◆ **Problem description**
Pull out every line of the listing below where "fabs" appears.

◆ **Given entries**
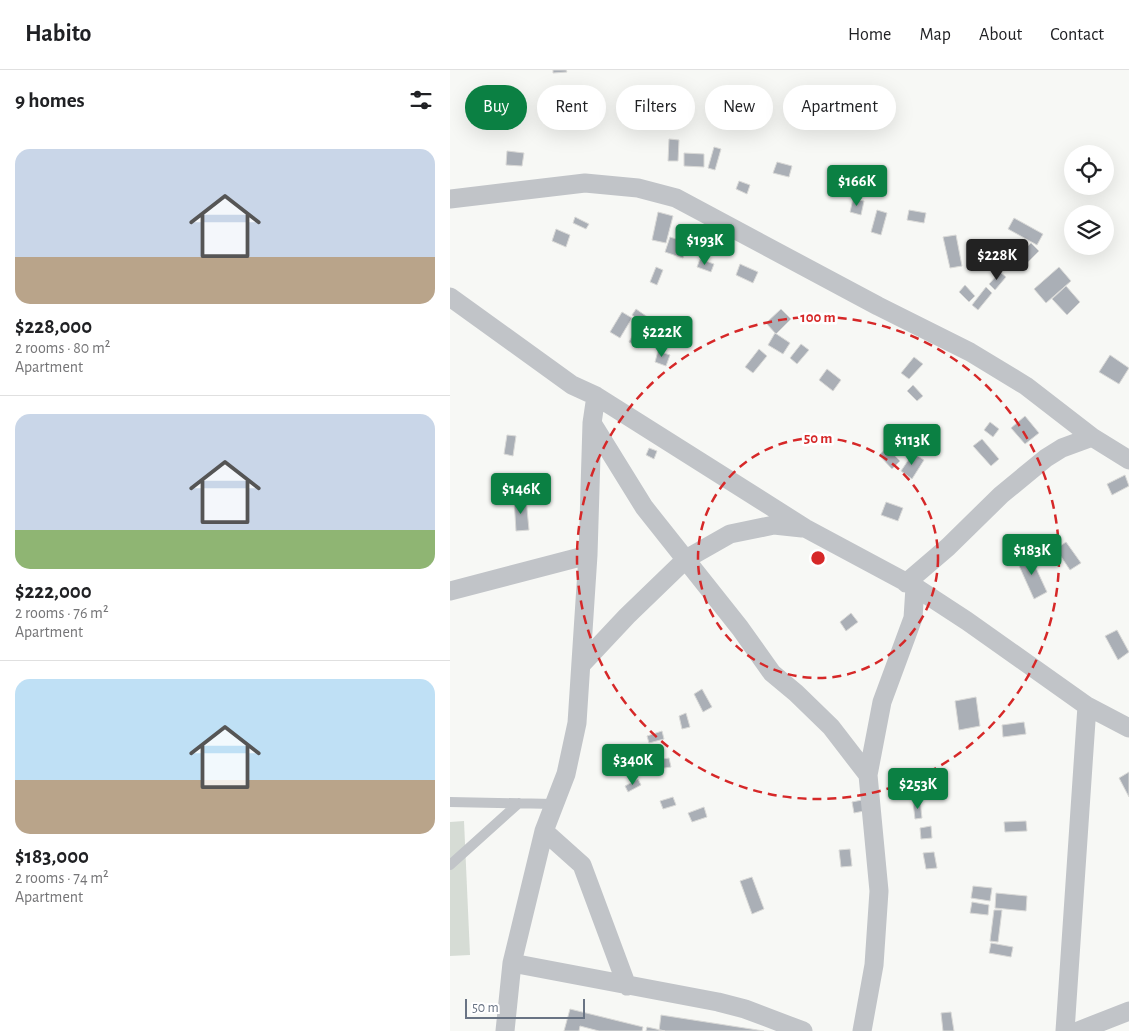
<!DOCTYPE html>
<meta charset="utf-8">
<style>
body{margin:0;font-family:"Alegreya Sans",sans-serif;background:#f6f6f6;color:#202124;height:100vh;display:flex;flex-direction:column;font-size:19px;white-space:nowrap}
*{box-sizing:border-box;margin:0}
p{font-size:16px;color:#757577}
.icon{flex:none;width:28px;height:28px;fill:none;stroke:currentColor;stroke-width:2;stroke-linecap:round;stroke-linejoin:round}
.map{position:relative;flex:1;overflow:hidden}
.details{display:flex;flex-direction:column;background:#fff;width:450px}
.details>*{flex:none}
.guide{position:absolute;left:15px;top:15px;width:475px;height:45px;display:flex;gap:10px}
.fabs{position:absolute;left:614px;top:75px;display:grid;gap:10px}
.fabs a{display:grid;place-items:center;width:50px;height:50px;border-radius:50%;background:#fff;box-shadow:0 5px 20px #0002;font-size:25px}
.scale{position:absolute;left:15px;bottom:12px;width:120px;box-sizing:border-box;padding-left:5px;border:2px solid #697484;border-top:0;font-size:14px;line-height:18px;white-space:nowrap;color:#697484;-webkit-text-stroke:4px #fff;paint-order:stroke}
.price{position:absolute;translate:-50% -42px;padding:0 11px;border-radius:5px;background:#0b8043;color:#fff;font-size:16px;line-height:32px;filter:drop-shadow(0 1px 2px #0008)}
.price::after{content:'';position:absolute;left:50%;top:30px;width:15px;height:11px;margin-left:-8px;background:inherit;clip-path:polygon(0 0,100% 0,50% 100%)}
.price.current{background:#222;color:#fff}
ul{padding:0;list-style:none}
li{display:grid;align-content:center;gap:10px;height:265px;padding:0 15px}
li+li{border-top:1px solid #e0e0e0}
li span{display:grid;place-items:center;height:155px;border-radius:15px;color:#555}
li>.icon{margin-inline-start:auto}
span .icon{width:90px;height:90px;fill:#fffc;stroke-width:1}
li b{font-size:21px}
h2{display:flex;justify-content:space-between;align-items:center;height:60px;padding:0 15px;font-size:21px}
.pill{padding:0 18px;border-radius:22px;background:#fff;box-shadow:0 5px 20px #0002;font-size:18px;line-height:45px}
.pill.current{background:#0b8043;color:#fff}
header{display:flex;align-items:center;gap:30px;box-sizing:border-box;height:70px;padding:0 25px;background:#fff;border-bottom:1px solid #e0e0e0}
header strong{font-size:24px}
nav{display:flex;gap:28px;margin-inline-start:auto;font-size:18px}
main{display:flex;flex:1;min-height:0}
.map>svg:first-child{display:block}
</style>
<header>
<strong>Habito</strong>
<nav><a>Home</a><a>Map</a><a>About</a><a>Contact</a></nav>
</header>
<main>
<section class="details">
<h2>9 homes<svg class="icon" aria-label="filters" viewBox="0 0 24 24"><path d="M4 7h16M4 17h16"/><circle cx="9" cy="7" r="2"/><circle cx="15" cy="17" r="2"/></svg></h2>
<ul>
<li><span style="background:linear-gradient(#c9d6e8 70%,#b9a48a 0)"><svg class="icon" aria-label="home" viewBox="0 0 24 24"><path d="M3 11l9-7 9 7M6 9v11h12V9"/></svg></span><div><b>$228,000</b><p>2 rooms · 80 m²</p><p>Apartment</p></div></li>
<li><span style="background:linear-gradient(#c9d6e8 75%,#8fb573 0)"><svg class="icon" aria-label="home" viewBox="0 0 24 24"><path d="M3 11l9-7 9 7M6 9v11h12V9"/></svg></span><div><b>$222,000</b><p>2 rooms · 76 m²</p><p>Apartment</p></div></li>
<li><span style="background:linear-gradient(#bfe0f5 65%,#b9a48a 0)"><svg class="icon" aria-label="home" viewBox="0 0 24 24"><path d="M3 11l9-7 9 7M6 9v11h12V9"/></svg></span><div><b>$183,000</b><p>2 rooms · 74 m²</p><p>Apartment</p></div></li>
</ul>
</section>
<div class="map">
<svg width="679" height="961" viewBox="0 0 679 961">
<rect width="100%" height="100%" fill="#f7f8f5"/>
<path fill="#d6dcd5" d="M14,751l6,134 -20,1v-134z"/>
<path fill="#aaafb6" stroke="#d9d9d7" d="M103,0h13l1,2 -14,1z
M219,69l10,1 -1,21h-10z
M264,77l7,2 -6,21 -7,-2z
M57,81l17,2 -2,13 -16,-1z
M234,83l20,1v13l-20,-1z
M327,92l15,4 -3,11 -16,-4z
M289,111l11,4 -3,9 -11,-5z
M392,114l22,6 -3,9 -22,-7z
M403,129l11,2 -3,14 -11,-3z
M427,140l10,3 -6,22 -10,-3z
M459,140l17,3 -2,10 -17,-3z
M208,142l15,4 -7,27 -14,-3z
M125,147l14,7 -3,5 -13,-6z
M564,148l29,16 -6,11 -29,-16z
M106,159l14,6 -4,12 -14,-6z
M506,165l6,31 -12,2 -7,-31z
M220,167l18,6 -5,15 -18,-6z
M581,173l8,8 -17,17 -8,-8z
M250,189l14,5 -3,8 -14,-5z
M290,194l18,8 -5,11 -17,-8z
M206,197l7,3 -6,15 -7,-3z
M609,197l12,14 -25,22 -12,-14z
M550,202l6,5 -11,13 -6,-6z
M515,215l10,11 -6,6 -10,-10z
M616,216l14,16 -13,13 -15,-16z
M536,217l6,6 -14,17 -6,-5z
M186,239l13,9 -4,6 -13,-9z
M331,239l10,10 -15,15 -10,-11z
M172,242l10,6 -12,20 -10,-6z
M188,255l10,6 -9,17 -10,-6z
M325,263l15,10 -7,11 -15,-9z
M351,274l8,6 -12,14 -7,-6z
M309,279l8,7 -14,17 -8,-6z
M208,281l12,4 -4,11 -11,-4z
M660,285l19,13 -10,16 -20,-12z
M464,287l9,7 -14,15 -8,-6z
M377,299l14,11 -8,11 -14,-11z
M463,315l10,11 -6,5 -10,-10z
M575,346l14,17 -14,11 -14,-16z
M540,352l9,7 -6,8 -9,-7z
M57,365l9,1 -3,20 -9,-2z
M532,369l17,20 -8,7 -18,-20z
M199,378l8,3 -3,8 -8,-4z
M437,378l13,13 -8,8 -13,-14z
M463,383l11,7 -12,19 -11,-8z
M675,405l4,11 -17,9 -5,-11z
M76,428l3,32 -13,1 -2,-32z
M436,432l17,6 -5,13 -17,-6z
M616,472l15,21 -11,7 -14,-21z
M579,483l18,39 -13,7 -18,-40z
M401,543l7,9 -12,9 -6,-9z
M667,560l12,22 -11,8 -13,-24z
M252,619l10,18 -9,5 -9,-18z
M526,627l4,29 -21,4 -4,-29z
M236,643l4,14 -8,2 -3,-13z
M574,652l2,12 -23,3 -1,-12z
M212,661l2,8 -15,4 -2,-7z
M219,688l2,9 -20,3 -2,-9z
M679,702v25l-10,-19z
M188,709l3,6 -13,7 -3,-6z
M223,727l3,8 -13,4 -3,-8z
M412,730l2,11 -10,2 -2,-11z
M470,731l2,17 -7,1 -2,-17z
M254,737l3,10 -15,5 -4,-9z
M576,751l1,10 -22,1 -1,-10z
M481,756l1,12 -11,1 -1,-11z
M400,779l2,17 -11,1 -2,-17z
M484,782l3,16 -11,1 -3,-16z
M302,807l12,32 -12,5 -12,-33z
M523,816l19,2 -2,13 -19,-3z
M546,823l31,3 -1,15 -31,-3z
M522,832l17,3 -1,10 -18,-2z
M544,840h8l-4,32 -8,-1z
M541,873l22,4 -2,10 -22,-4z
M120,939l73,18 -1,4h-43l-19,-5 -1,5h-15z
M501,942l3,19h-11l-2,-18z
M211,945l103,16h-105z
M197,957l18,4h-19z"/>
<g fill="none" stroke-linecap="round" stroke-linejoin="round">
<path stroke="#c1c4c8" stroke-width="10" d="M0,732l104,2
M0,795l69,-62"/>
<path stroke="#c1c4c8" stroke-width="19" d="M0,129l135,-16 53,5 38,10 202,108 92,46 56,34 66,51 37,23
M0,227l122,88 24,11 209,132 110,59 52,34 120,85 42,22
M142,353l52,84 96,121 32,45 24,20 35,34 37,48
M456,513l42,-36 53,-52 45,-37 16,-10 30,-11
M0,521l138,-36
M131,595l46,-49 59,-57 44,-25 44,-9 28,3
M94,761l38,34 45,121
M62,893l206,39 27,7 58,22
M55,961l7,-68 32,-132 22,-57 11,-51 11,-168 4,-132 4,-27
M412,961l12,-66 5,-74 -11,-116 14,-73 31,-84 2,-31
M615,961l22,-325
M628,961l51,-20"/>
</g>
<g fill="none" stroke="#d62828" stroke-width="2.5" stroke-dasharray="9 6">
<circle cx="368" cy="488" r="120"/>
<circle cx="368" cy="488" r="241"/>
</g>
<circle cx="368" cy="488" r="8" fill="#d62828" stroke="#fff" stroke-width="2.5"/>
<g font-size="15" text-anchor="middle" font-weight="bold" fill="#d62828" stroke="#fff" stroke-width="5" stroke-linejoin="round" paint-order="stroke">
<text x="368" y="252">100 m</text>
<text x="368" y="373">50 m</text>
</g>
</svg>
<div class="fabs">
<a><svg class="icon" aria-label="locate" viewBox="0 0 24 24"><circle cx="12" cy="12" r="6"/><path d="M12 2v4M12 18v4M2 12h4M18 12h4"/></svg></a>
<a><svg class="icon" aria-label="layers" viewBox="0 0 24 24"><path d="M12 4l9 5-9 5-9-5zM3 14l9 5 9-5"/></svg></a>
</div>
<div class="scale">50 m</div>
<b class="price" style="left:407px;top:137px">$166K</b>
<b class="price" style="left:255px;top:196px">$193K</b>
<b class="price current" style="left:547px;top:211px">$228K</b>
<b class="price" style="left:212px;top:288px">$222K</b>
<b class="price" style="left:462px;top:396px">$113K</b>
<b class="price" style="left:71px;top:445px">$146K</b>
<b class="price" style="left:582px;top:506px">$183K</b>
<b class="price" style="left:183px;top:716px">$340K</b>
<b class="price" style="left:468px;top:740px">$253K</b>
<div class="guide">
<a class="pill current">Buy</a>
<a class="pill">Rent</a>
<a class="pill">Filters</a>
<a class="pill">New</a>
<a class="pill">Apartment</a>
</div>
</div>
</main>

◆ **Written response**
.fabs{position:absolute;left:614px;top:75px;display:grid;gap:10px}
.fabs a{display:grid;place-items:center;width:50px;height:50px;border-radius:50%;background:#fff;box-shadow:0 5px 20px #0002;font-size:25px}
<div class="fabs">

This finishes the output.